2D’autres obstacles se dressent : consacrer des centaines de milliers d’hectares aux palmiers à huile risque de réduire les surfaces affectées à l’agriculture vivrière dans des pays qui connaissent encore de graves problèmes sociaux, comme l’Indonésie. La nouvelle tendance qui consiste à mettre dans son moteur des carburants à base d’huile végétale ou animale — ou même d’huile de cuisine recyclée — est également tributaire du niveau du prix du pétrole. Si le baril redescend en dessous de 50 dollars, l’attractivité de « l’essence du futur » diminue considérablement.
3Comme la forte demande de biocarburants sur le marché mondial pousse le prix des matières premières à la hausse, ces biocarburants deviennent moins compétitifs par rapport au pétrole qui est, lui, plutôt à la baisse. Le prix de l’huile de palme a augmenté de 12 % cette année et devrait connaître une croissance d’au moins 10 % pendant le premier semestre 2007. Les biocarburants, qui ne représentaient que 1 % de la consommation globale de carburants en 2005, restent actuellement peu compétitifs par rapport aux carburants fossiles.
4L’Europe tire la demande. Les vingt-cinq pays de l’UE prévoient un quadruplement du volume des céréales utilisées dans la production de biocarburants d’ici à 2013. L’UE s’est fixée un objectif : 5,75 % du volume total des carburants utilisés dans les transports doivent venir de sources renouvelables d’ici à 2010. Les deux premiers producteurs mondiaux d’huile de palme, la Malaisie (15 millions de tonnes cette année) et l’Indonésie (14,7 millions), n’ont guère perdu de temps pour se positionner. Toutefois, la Malaisie s’attache aussi à développer le marché local : Kuala Lumpur a approuvé 52 projets de raffineries d’huile de palme depuis la mi-2005. Du diesel B5 sous l’appellation Envodiesel (5 % de biodiesel, 95 % de diesel) doit être vendu dans les stations à essence du pays à la fin de l’année.

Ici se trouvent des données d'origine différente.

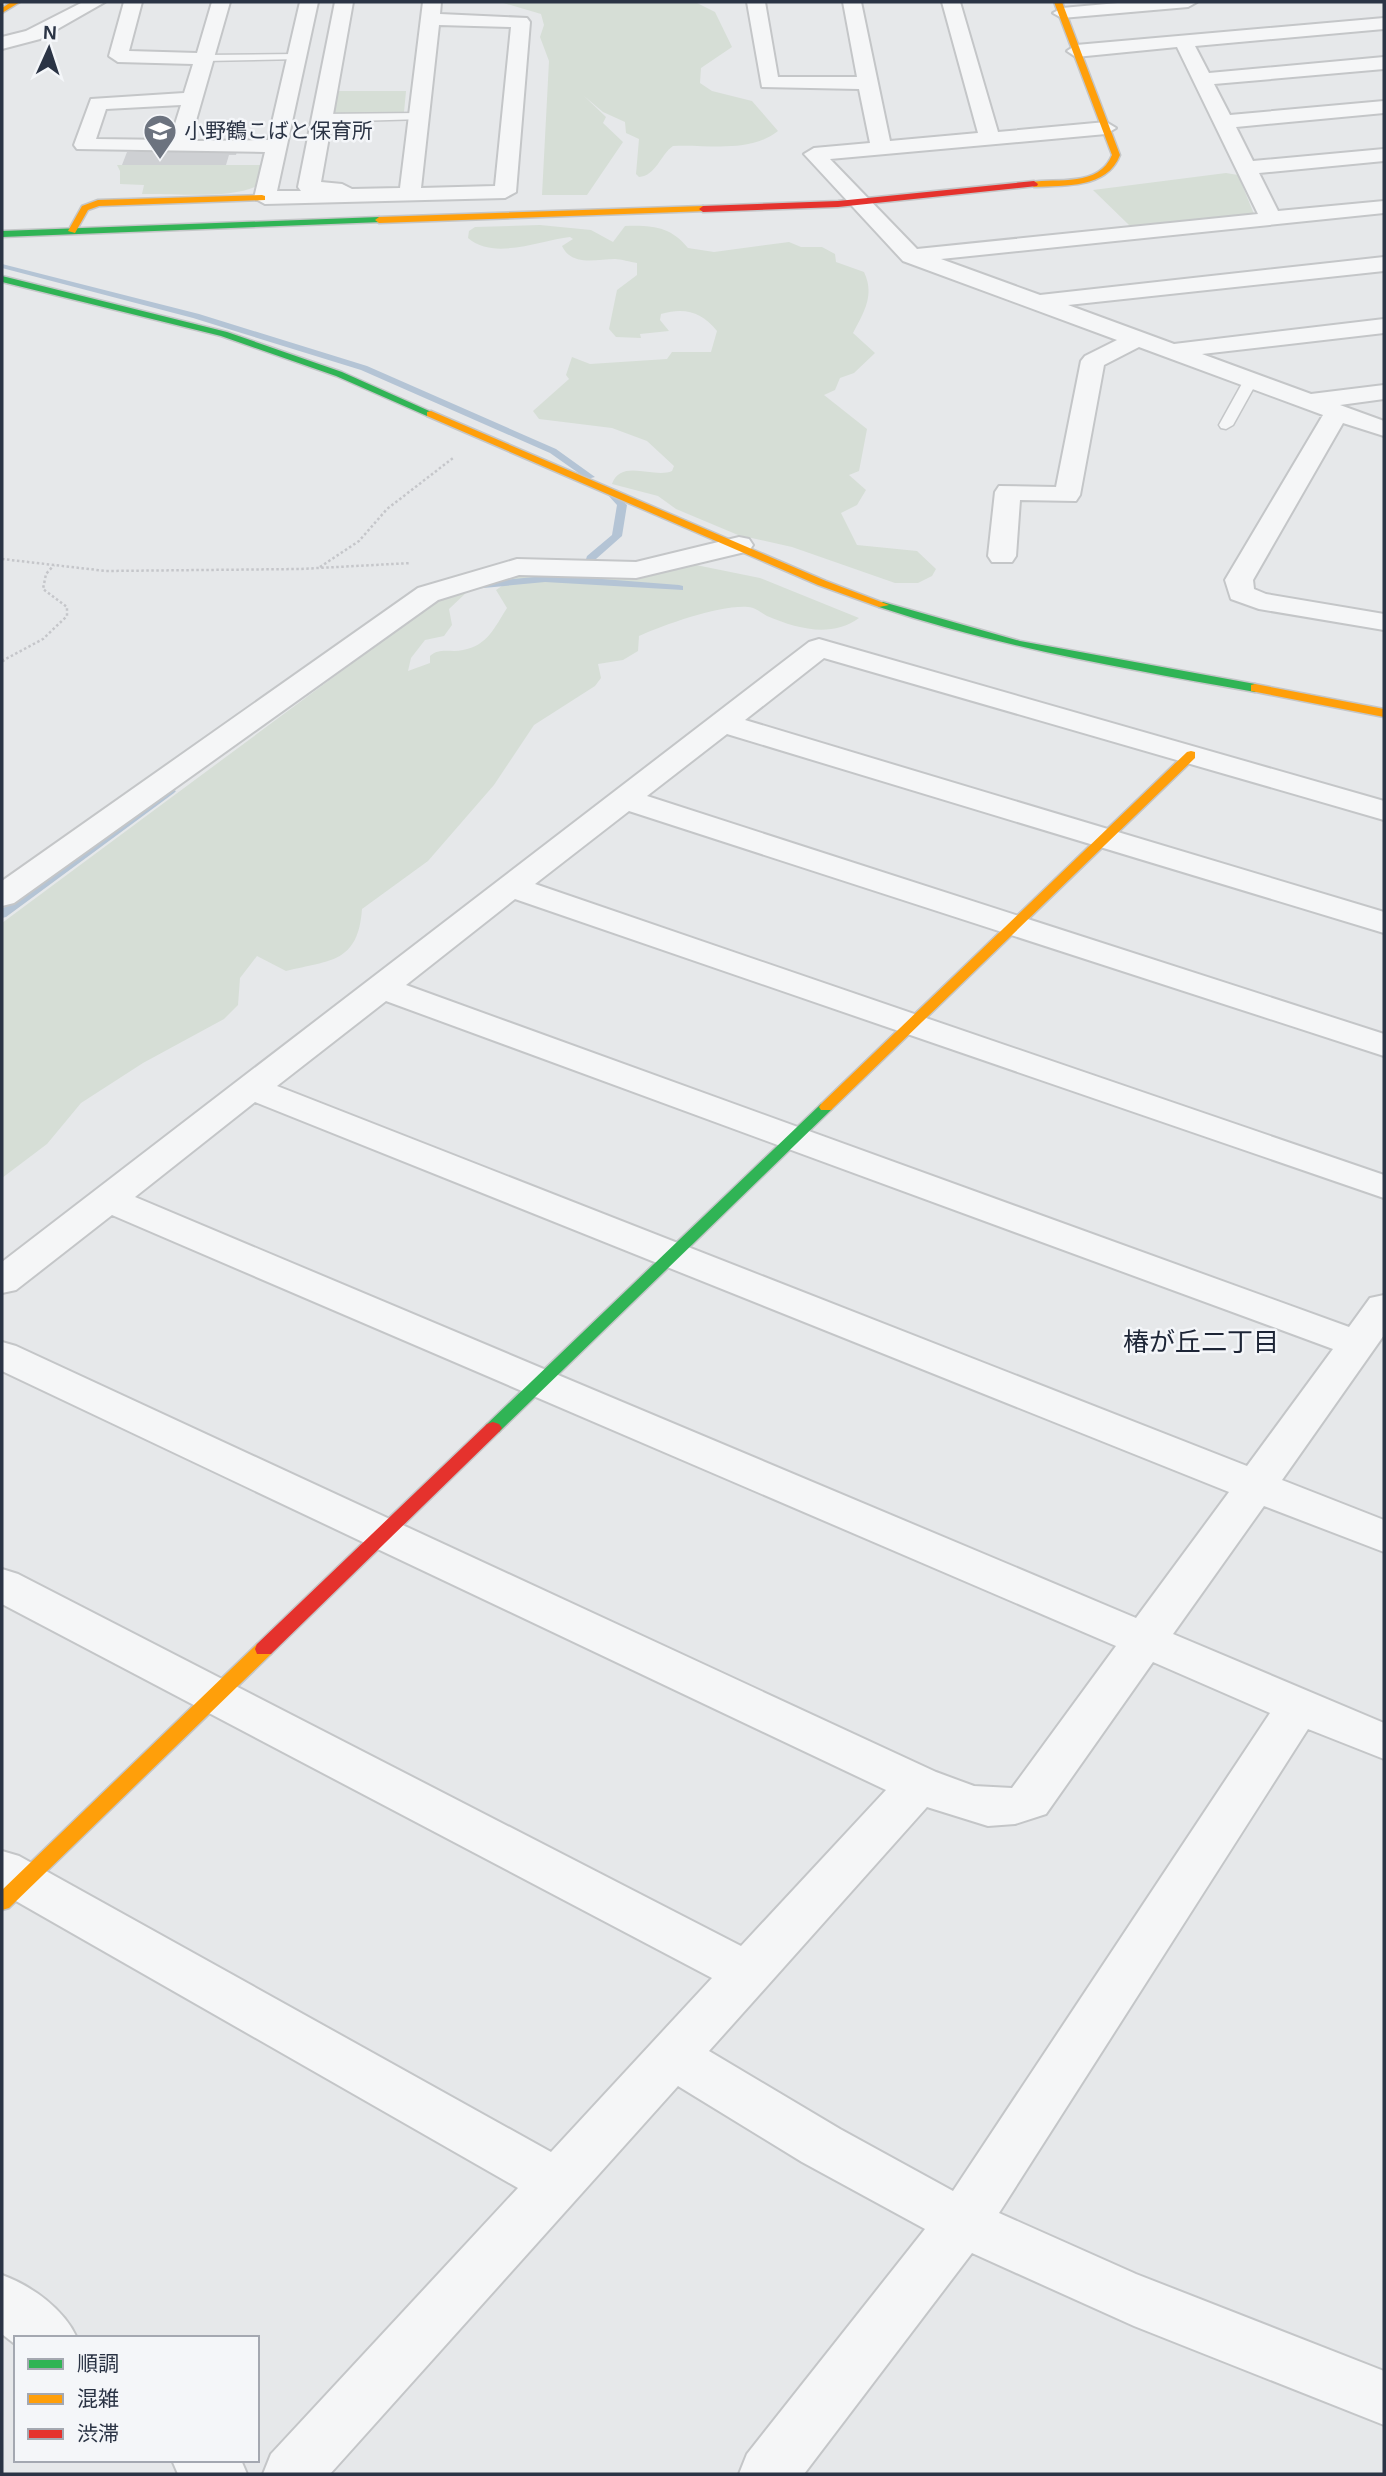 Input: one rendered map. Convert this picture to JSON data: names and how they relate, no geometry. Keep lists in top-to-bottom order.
{
  "districts": ["椿が丘二丁目"],
  "places": {
    "school or university": ["小野鶴こばと保育所"]
  },
  "legend": ["順調", "混雑", "渋滞"],
  "north": "top"
}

5Forte de l’étendue de son territoire, l’Indonésie est mieux placée que la Malaisie pour satisfaire la demande de biocarburants sur le marché mondial. Jakarta a annoncé, fin septembre, un budget de 1,12 milliard d’euros pour développer 500 000 nouveaux hectares de plantations consacrées aux biocarburants. Ces plantations seront affectées, pour l’essentiel, aux palmiers à huile, mais des portions seront aussi réservées à la canne à sucre, au jatropha et au manioc. La firme PT Bakrie Sumatera Plantations, contrôlée par le ministre indonésien des Affaires sociales Aburizal Bakrie, investit avec enthousiasme dans des usines de production de biodiesel. De son côté, Wilmar International construit trois raffineries à Riau (Sumatra Ouest), qui auront une capacité combinée de production d’un million de tonnes par an.

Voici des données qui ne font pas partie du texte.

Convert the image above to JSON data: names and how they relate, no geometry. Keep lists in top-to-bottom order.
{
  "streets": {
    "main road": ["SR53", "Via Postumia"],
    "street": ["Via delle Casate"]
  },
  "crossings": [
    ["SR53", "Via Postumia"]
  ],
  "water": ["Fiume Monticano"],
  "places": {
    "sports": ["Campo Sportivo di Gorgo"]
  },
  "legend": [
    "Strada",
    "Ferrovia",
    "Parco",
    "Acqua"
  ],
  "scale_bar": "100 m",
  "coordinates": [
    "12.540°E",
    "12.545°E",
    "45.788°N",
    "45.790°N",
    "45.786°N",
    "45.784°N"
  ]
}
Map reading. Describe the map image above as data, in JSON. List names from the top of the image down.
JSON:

6D’autres firmes de l’archipel sont, toutefois, plus prudentes. PT Astra Agro Lestari, une filiale du conglomérat automobile PT Astra International, exprime de sérieux doutes sur la viabilité commerciale de l’huile de palme. « Franchement, il y a encore beaucoup de questions en suspens (concernant le biodiesel). Nous ne savons pas encore qui seront les pays preneurs et quel est le marché », indique Juliani Eliza Syaftari, directeur financier de la firme. Certains entrepreneurs indonésiens souhaitent même privilégier le jatropha — un fruit de la grosseur d’une prune — au détriment des palmiers à huile, qui nécessitent quatre ans de croissance avant exploitation.
7Le jatropha peut délivrer ses fruits après une croissance de dix-huit mois. De plus, contrairement aux palmiers à huile, gros consommateurs de sols fertiles, le jatropha (nom scientifique jatropha Curcus Linn) peut pousser sur des terres arides, comme celles de l’est de l’Indonésie (Kalimantan, Nusa Tenggara, Papouasie) et donc accroître les revenus des paysans pauvres de l’archipel. Les dégâts écologiques occasionnés par le défrichage des terres pour établir des plantations de palmiers à huile à Sumatra et au Kalimantan sont connus : chaque été, des brouillards de fumée couvrent les pays voisins, de Singapour au sud de la Thaïlande.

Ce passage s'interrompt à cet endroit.